Required action » Copy, from the material below, every line in which the word "translate" can be found.

Input data »
------------------------------------------------------------------------

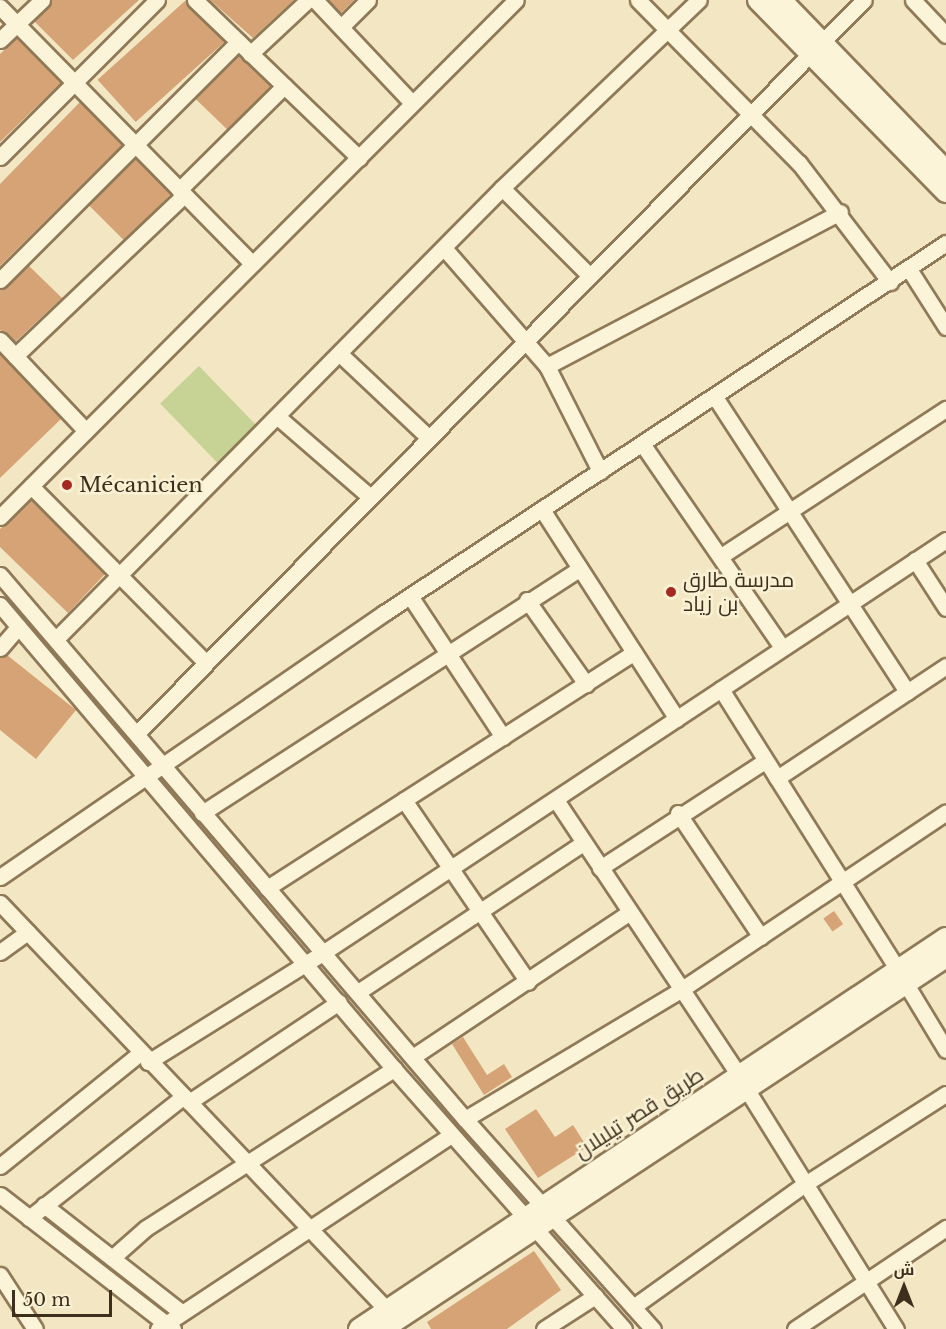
<!DOCTYPE html>
<meta charset="utf-8">
<style>
body{margin:0}
#map{position:relative;width:946px;height:1329px;overflow:hidden;background:#f3e7c3;font-family:"Libre Baskerville",Cairo,serif}
div>[style]{position:absolute}
.green>*{inset:0;background:#c7d295;transform-origin:0 0}
.building>*{inset:0;background:#d5a375;transform-origin:0 0}
.roads{filter:drop-shadow(2px 0 #8f7957) drop-shadow(-2px 0 #8f7957) drop-shadow(0 2px #8f7957) drop-shadow(0 -2px #8f7957)}
.street>*{height:15px;margin:-7.5px;padding:0 7.5px;transform-origin:7.5px;border-radius:7.5px;background:#fcf4d8}
.secondary>*{height:20px;margin:-10px;padding:0 10px;transform-origin:10px;border-radius:10px;background:#fcf4d8}
.dots>*{width:16px;height:16px;translate:-50% -50%;box-sizing:border-box;border:3px solid #f9f1d4;border-radius:50%}
span{translate:-50% -50%;white-space:nowrap;text-align:center;line-height:1.15;-webkit-text-stroke:5px #f9f1d4;paint-order:stroke}
.poi-label{font-size:21px;color:#3e2f1d}
.left{translate:0 -50%;text-align:left}
.street-label{font-size:21px;color:#3e2f1d}
.north{position:absolute;left:874px;top:1257px;width:60px;height:60px;-webkit-text-stroke:4px #f9f1d4;paint-order:stroke;rotate:0deg;font-size:16px;font-weight:700;line-height:24px;text-align:center;color:#3e2f1d}
.north::after{content:'';display:block;margin:auto;width:21px;height:27px;background:#3e2f1d;clip-path:polygon(50% 0,100% 100%,50% 72%,0 100%)}
.scale{position:absolute;left:12px;top:1290px;width:100px;height:27px;box-sizing:border-box;border:3px solid #3e2f1d;border-top:0;padding-left:8px;font-size:18px;line-height:21px;white-space:nowrap;color:#3e2f1d;-webkit-text-stroke:4px #f9f1d4;paint-order:stroke}
</style>
<div id="map">
<div class="green">
<i style="left:199px;top:366px;width:93px;height:54px;rotate:46deg"></i>
</div>
<div class="building">
<i style="clip-path:polygon(51px 0,139px 0,73px 60px,34px 21px)"></i>
<i style="left:186px;top:0;width:57px;height:119px;rotate:48deg"></i>
<i style="clip-path:polygon(210px 0,294px 0,253px 38px)"></i>
<i style="clip-path:polygon(328px 0,354px 0,341px 13px)"></i>
<i style="clip-path:polygon(17px 38px,61px 83px,0 142px,0 54px)"></i>
<i style="left:238px;top:55px;width:45px;height:61px;rotate:44deg"></i>
<i style="clip-path:polygon(80px 102px,122px 145px,0 266px,0 184px)"></i>
<i style="left:135px;top:158px;width:51px;height:66px;rotate:45deg"></i>
<i style="clip-path:polygon(28px 265px,62px 298px,15px 342px,0 330px,0 290px)"></i>
<i style="clip-path:polygon(0 354px,61px 419px,0 478px)"></i>
<i style="clip-path:polygon(31px 500px,105px 574px,68px 613px,0 547px,0 529px)"></i>
<i style="clip-path:polygon(7px 655px,76px 710px,36px 759px,0 730px,0 658px)"></i>
<i style="left:834px;top:911px;width:16px;height:13px;rotate:55deg"></i>
<i style="clip-path:polygon(463px 1037px,487px 1075px,504px 1064px,512px 1077px,484px 1095px,452px 1044px)"></i>
<i style="clip-path:polygon(536px 1109px,555px 1137px,573px 1125px,587px 1147px,538px 1178px,505px 1129px)"></i>
<i style="clip-path:polygon(534px 1251px,561px 1290px,507px 1329px,431px 1329px,427px 1322px)"></i>
</div>
<div class="roads">
<div class="street">
<i style="left:195px;top:0;width:228px;rotate:43.9deg"></i>
<i style="left:315px;top:0;width:140px;rotate:46.7deg"></i>
<i style="left:638px;top:0;width:229px;rotate:45.4deg"></i>
<i style="left:799px;top:163px;width:150px;rotate:52.6deg"></i>
<i style="left:913px;top:0;width:48px;rotate:46.7deg"></i>
<i style="left:0;top:7px;width:359px;rotate:45.5deg"></i>
<i style="left:341px;top:27px;width:38px;rotate:-45deg"></i>
<i style="left:0;top:40px;width:58px;rotate:-43.6deg"></i>
<i style="left:250px;top:54px;width:79px;rotate:-43deg"></i>
<i style="left:0;top:157px;width:222px;rotate:-45deg"></i>
<i style="left:502px;top:188px;width:123px;rotate:45deg"></i>
<i style="left:179px;top:190px;width:148px;rotate:-44.7deg"></i>
<i style="left:444px;top:248px;width:157px;rotate:48.9deg"></i>
<i style="left:547px;top:366px;width:118px;rotate:63.2deg"></i>
<i style="left:909px;top:269px;width:69px;rotate:57.5deg"></i>
<i style="left:0;top:280px;width:337px;rotate:-45deg"></i>
<i style="left:0;top:340px;width:125px;rotate:46.6deg"></i>
<i style="left:341px;top:355px;width:117px;rotate:43.3deg"></i>
<i style="left:15px;top:356px;width:233px;rotate:-43.6deg"></i>
<i style="left:547px;top:366px;width:331px;rotate:-27.7deg"></i>
<i style="left:715px;top:397px;width:352px;rotate:56.9deg"></i>
<i style="left:279px;top:418px;width:118px;rotate:40.9deg"></i>
<i style="left:643px;top:445px;width:245px;rotate:55.5deg"></i>
<i style="left:31px;top:486px;width:247px;rotate:45.3deg"></i>
<i style="left:543px;top:511px;width:247px;rotate:57.2deg"></i>
<i style="left:0;top:517px;width:730px;rotate:-45.06deg"></i>
<i style="left:721px;top:556px;width:269px;rotate:-33.2deg"></i>
<i style="left:915px;top:560px;width:57px;rotate:57.1deg"></i>
<i style="left:0;top:575px;width:716px;rotate:49.48deg"></i>
<i style="left:465px;top:1119px;width:282px;rotate:48.2deg"></i>
<i style="left:410px;top:596px;width:169px;rotate:56.6deg"></i>
<i style="left:527px;top:600px;width:103px;rotate:54.9deg"></i>
<i style="left:0;top:605px;width:609px;rotate:49.66deg"></i>
<i style="left:394px;top:1069px;width:347px;rotate:48.5deg"></i>
<i style="left:56px;top:639px;width:634px;rotate:-45.32deg"></i>
<i style="left:502px;top:188px;width:272px;rotate:-43.7deg"></i>
<i style="left:0;top:648px;width:28px;rotate:-49deg"></i>
<i style="left:721px;top:689px;width:332px;rotate:57.8deg"></i>
<i style="left:137px;top:733px;width:1032px;rotate:-45.24deg"></i>
<i style="left:777px;top:778px;width:203px;rotate:-33.5deg"></i>
<i style="left:404px;top:800px;width:220px;rotate:55.7deg"></i>
<i style="left:556px;top:800px;width:333px;rotate:56.4deg"></i>
<i style="left:202px;top:813px;width:450px;rotate:-32.9deg"></i>
<i style="left:678px;top:813px;width:149px;rotate:56.2deg"></i>
<i style="left:600px;top:868px;width:197px;rotate:-33deg"></i>
<i style="left:0;top:877px;width:466px;rotate:-34.5deg"></i>
<i style="left:384px;top:613px;width:673px;rotate:-33.36deg"></i>
<i style="left:267px;top:888px;width:436px;rotate:-32.7deg"></i>
<i style="left:0;top:903px;width:562px;rotate:46.44deg"></i>
<i style="left:0;top:952px;width:34px;rotate:-36deg"></i>
<i style="left:906px;top:984px;width:77px;rotate:58.8deg"></i>
<i style="left:358px;top:992px;width:270px;rotate:-33.5deg"></i>
<i style="left:414px;top:1056px;width:256px;rotate:-33.7deg"></i>
<i style="left:148px;top:1062px;width:208px;rotate:-32deg"></i>
<i style="left:324px;top:952px;width:746px;rotate:-33.52deg"></i>
<i style="left:747px;top:1090px;width:282px;rotate:58.1deg"></i>
<i style="left:189px;top:1102px;width:180px;rotate:-33.7deg"></i>
<i style="left:465px;top:1119px;width:249px;rotate:-30.9deg"></i>
<i style="left:679px;top:991px;width:321px;rotate:-33.8deg"></i>
<i style="left:0;top:1166px;width:180px;rotate:-38.9deg"></i>
<i style="left:0;top:1195px;width:219px;rotate:37.8deg"></i>
<i style="left:44px;top:1205px;width:175px;rotate:38deg"></i>
<i style="left:29px;top:1218px;width:197px;rotate:-38.2deg"></i>
<i style="left:112px;top:1258px;width:45px;rotate:-41.4deg"></i>
<i style="left:146px;top:1228px;width:295px;rotate:-32.7deg"></i>
<i style="left:0;top:1275px;width:64px;rotate:57.1deg"></i>
<i style="left:633px;top:1307px;width:211px;rotate:-35.6deg"></i>
<i style="left:805px;top:1184px;width:167px;rotate:-32.6deg"></i>
<i style="left:158px;top:1329px;width:351px;rotate:-33.5deg"></i>
<i style="left:544px;top:1329px;width:61px;rotate:-32.9deg"></i>
<i style="left:795px;top:1329px;width:182px;rotate:-33.8deg"></i>
</div>
<div class="secondary">
<i style="left:758px;top:0;width:269px;rotate:45.6deg"></i>
<i style="left:781px;top:0;width:238px;rotate:46deg"></i>
<i style="left:359px;top:1329px;width:705px;rotate:-33.67deg"></i>
<i style="left:383px;top:1329px;width:675px;rotate:-33.45deg"></i>
</div>
</div>
<div class="dots">
<i style="left:67px;top:485px;background:#a52921"></i>
<i style="left:671px;top:592px;background:#a52921"></i>
</div>
<div class="poi-label">
<span class="left" style="left:79px;top:485px">Mécanicien</span>
<span class="left" style="left:683px;top:592px">مدرسة طارق<br>بن زياد</span>
</div>
<div class="street-label">
<span style="left:639px;top:1113px;rotate:-33deg">طريق قصر تيليلان</span>
</div>
<div class="north">ش</div>
<div class="scale">50 m</div>
</div>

------------------------------------------------------------------------

Output for this task »
.dots>*{width:16px;height:16px;translate:-50% -50%;box-sizing:border-box;border:3px solid #f9f1d4;border-radius:50%}
span{translate:-50% -50%;white-space:nowrap;text-align:center;line-height:1.15;-webkit-text-stroke:5px #f9f1d4;paint-order:stroke}
.left{translate:0 -50%;text-align:left}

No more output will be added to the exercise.